(Collected data)
______________________________

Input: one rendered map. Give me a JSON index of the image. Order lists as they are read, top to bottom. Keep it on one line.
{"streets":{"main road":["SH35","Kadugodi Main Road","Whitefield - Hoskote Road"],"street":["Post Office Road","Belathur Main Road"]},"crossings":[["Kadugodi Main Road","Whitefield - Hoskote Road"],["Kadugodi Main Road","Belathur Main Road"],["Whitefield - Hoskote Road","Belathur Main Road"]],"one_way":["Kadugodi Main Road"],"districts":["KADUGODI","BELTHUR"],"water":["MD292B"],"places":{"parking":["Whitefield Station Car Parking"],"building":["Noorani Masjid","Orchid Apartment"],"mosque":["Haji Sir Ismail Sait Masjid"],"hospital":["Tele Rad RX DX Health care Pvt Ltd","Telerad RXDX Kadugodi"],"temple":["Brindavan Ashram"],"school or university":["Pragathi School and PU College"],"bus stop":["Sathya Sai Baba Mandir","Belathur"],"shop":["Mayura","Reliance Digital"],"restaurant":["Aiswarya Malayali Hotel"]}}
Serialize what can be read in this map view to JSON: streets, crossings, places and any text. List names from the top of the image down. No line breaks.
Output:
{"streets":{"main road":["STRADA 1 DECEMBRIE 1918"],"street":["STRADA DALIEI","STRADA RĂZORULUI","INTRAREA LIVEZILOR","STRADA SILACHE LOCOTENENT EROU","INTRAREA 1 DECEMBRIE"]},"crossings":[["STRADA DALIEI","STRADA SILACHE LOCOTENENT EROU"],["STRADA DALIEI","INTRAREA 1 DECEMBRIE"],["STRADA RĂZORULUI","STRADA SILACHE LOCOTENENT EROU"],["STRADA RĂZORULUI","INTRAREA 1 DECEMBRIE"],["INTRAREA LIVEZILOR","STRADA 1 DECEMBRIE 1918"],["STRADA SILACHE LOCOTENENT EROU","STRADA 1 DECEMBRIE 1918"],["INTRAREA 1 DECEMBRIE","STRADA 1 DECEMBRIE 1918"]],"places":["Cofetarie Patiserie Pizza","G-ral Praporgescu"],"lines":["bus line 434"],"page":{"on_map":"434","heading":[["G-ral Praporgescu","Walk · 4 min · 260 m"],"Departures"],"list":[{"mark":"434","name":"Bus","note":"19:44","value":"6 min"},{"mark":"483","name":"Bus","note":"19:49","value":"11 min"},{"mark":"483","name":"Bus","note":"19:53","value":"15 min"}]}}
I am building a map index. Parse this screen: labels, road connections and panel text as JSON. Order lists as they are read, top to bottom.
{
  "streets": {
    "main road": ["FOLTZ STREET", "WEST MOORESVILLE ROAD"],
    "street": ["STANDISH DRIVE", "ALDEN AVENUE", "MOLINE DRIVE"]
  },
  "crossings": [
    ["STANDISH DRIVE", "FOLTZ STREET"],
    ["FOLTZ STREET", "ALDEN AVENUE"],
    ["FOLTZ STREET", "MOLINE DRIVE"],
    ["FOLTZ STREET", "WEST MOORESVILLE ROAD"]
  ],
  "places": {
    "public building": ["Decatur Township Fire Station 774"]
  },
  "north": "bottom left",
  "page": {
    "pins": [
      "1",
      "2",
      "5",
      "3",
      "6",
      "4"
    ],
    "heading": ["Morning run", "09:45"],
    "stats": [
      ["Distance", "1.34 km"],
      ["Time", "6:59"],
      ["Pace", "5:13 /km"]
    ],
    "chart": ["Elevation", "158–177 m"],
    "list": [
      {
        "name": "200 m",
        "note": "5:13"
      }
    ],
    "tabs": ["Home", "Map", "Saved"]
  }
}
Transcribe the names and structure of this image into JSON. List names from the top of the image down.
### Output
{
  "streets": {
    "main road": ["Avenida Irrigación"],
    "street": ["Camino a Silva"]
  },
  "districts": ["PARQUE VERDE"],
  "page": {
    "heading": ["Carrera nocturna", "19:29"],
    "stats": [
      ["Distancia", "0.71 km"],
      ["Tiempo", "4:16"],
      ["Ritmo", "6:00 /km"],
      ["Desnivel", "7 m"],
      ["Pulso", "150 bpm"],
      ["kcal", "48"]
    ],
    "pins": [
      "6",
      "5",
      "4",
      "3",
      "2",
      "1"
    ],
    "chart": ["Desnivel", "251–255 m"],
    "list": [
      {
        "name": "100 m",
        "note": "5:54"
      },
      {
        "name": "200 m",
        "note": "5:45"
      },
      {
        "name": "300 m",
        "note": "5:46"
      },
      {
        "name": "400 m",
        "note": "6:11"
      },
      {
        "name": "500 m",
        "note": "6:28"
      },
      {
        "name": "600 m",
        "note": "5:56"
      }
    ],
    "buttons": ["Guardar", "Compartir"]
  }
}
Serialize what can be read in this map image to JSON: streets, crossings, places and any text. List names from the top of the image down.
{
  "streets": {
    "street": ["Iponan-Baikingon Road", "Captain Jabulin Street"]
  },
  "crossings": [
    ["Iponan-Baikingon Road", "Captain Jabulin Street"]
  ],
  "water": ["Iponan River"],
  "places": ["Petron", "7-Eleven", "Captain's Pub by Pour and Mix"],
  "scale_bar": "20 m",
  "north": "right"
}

______________________________

EXERCISE REQUIREMENTS:
The records above need to be returned in full, with nothing altered.

ANSWER:
Input: one rendered map. Give me a JSON index of the image. Order lists as they are read, top to bottom. Keep it on one line.
{"streets":{"main road":["SH35","Kadugodi Main Road","Whitefield - Hoskote Road"],"street":["Post Office Road","Belathur Main Road"]},"crossings":[["Kadugodi Main Road","Whitefield - Hoskote Road"],["Kadugodi Main Road","Belathur Main Road"],["Whitefield - Hoskote Road","Belathur Main Road"]],"one_way":["Kadugodi Main Road"],"districts":["KADUGODI","BELTHUR"],"water":["MD292B"],"places":{"parking":["Whitefield Station Car Parking"],"building":["Noorani Masjid","Orchid Apartment"],"mosque":["Haji Sir Ismail Sait Masjid"],"hospital":["Tele Rad RX DX Health care Pvt Ltd","Telerad RXDX Kadugodi"],"temple":["Brindavan Ashram"],"school or university":["Pragathi School and PU College"],"bus stop":["Sathya Sai Baba Mandir","Belathur"],"shop":["Mayura","Reliance Digital"],"restaurant":["Aiswarya Malayali Hotel"]}}
Serialize what can be read in this map view to JSON: streets, crossings, places and any text. List names from the top of the image down. No line breaks.
Output:
{"streets":{"main road":["STRADA 1 DECEMBRIE 1918"],"street":["STRADA DALIEI","STRADA RĂZORULUI","INTRAREA LIVEZILOR","STRADA SILACHE LOCOTENENT EROU","INTRAREA 1 DECEMBRIE"]},"crossings":[["STRADA DALIEI","STRADA SILACHE LOCOTENENT EROU"],["STRADA DALIEI","INTRAREA 1 DECEMBRIE"],["STRADA RĂZORULUI","STRADA SILACHE LOCOTENENT EROU"],["STRADA RĂZORULUI","INTRAREA 1 DECEMBRIE"],["INTRAREA LIVEZILOR","STRADA 1 DECEMBRIE 1918"],["STRADA SILACHE LOCOTENENT EROU","STRADA 1 DECEMBRIE 1918"],["INTRAREA 1 DECEMBRIE","STRADA 1 DECEMBRIE 1918"]],"places":["Cofetarie Patiserie Pizza","G-ral Praporgescu"],"lines":["bus line 434"],"page":{"on_map":"434","heading":[["G-ral Praporgescu","Walk · 4 min · 260 m"],"Departures"],"list":[{"mark":"434","name":"Bus","note":"19:44","value":"6 min"},{"mark":"483","name":"Bus","note":"19:49","value":"11 min"},{"mark":"483","name":"Bus","note":"19:53","value":"15 min"}]}}
I am building a map index. Parse this screen: labels, road connections and panel text as JSON. Order lists as they are read, top to bottom.
{
  "streets": {
    "main road": ["FOLTZ STREET", "WEST MOORESVILLE ROAD"],
    "street": ["STANDISH DRIVE", "ALDEN AVENUE", "MOLINE DRIVE"]
  },
  "crossings": [
    ["STANDISH DRIVE", "FOLTZ STREET"],
    ["FOLTZ STREET", "ALDEN AVENUE"],
    ["FOLTZ STREET", "MOLINE DRIVE"],
    ["FOLTZ STREET", "WEST MOORESVILLE ROAD"]
  ],
  "places": {
    "public building": ["Decatur Township Fire Station 774"]
  },
  "north": "bottom left",
  "page": {
    "pins": [
      "1",
      "2",
      "5",
      "3",
      "6",
      "4"
    ],
    "heading": ["Morning run", "09:45"],
    "stats": [
      ["Distance", "1.34 km"],
      ["Time", "6:59"],
      ["Pace", "5:13 /km"]
    ],
    "chart": ["Elevation", "158–177 m"],
    "list": [
      {
        "name": "200 m",
        "note": "5:13"
      }
    ],
    "tabs": ["Home", "Map", "Saved"]
  }
}
Transcribe the names and structure of this image into JSON. List names from the top of the image down.
### Output
{
  "streets": {
    "main road": ["Avenida Irrigación"],
    "street": ["Camino a Silva"]
  },
  "districts": ["PARQUE VERDE"],
  "page": {
    "heading": ["Carrera nocturna", "19:29"],
    "stats": [
      ["Distancia", "0.71 km"],
      ["Tiempo", "4:16"],
      ["Ritmo", "6:00 /km"],
      ["Desnivel", "7 m"],
      ["Pulso", "150 bpm"],
      ["kcal", "48"]
    ],
    "pins": [
      "6",
      "5",
      "4",
      "3",
      "2",
      "1"
    ],
    "chart": ["Desnivel", "251–255 m"],
    "list": [
      {
        "name": "100 m",
        "note": "5:54"
      },
      {
        "name": "200 m",
        "note": "5:45"
      },
      {
        "name": "300 m",
        "note": "5:46"
      },
      {
        "name": "400 m",
        "note": "6:11"
      },
      {
        "name": "500 m",
        "note": "6:28"
      },
      {
        "name": "600 m",
        "note": "5:56"
      }
    ],
    "buttons": ["Guardar", "Compartir"]
  }
}
Serialize what can be read in this map image to JSON: streets, crossings, places and any text. List names from the top of the image down.
{
  "streets": {
    "street": ["Iponan-Baikingon Road", "Captain Jabulin Street"]
  },
  "crossings": [
    ["Iponan-Baikingon Road", "Captain Jabulin Street"]
  ],
  "water": ["Iponan River"],
  "places": ["Petron", "7-Eleven", "Captain's Pub by Pour and Mix"],
  "scale_bar": "20 m",
  "north": "right"
}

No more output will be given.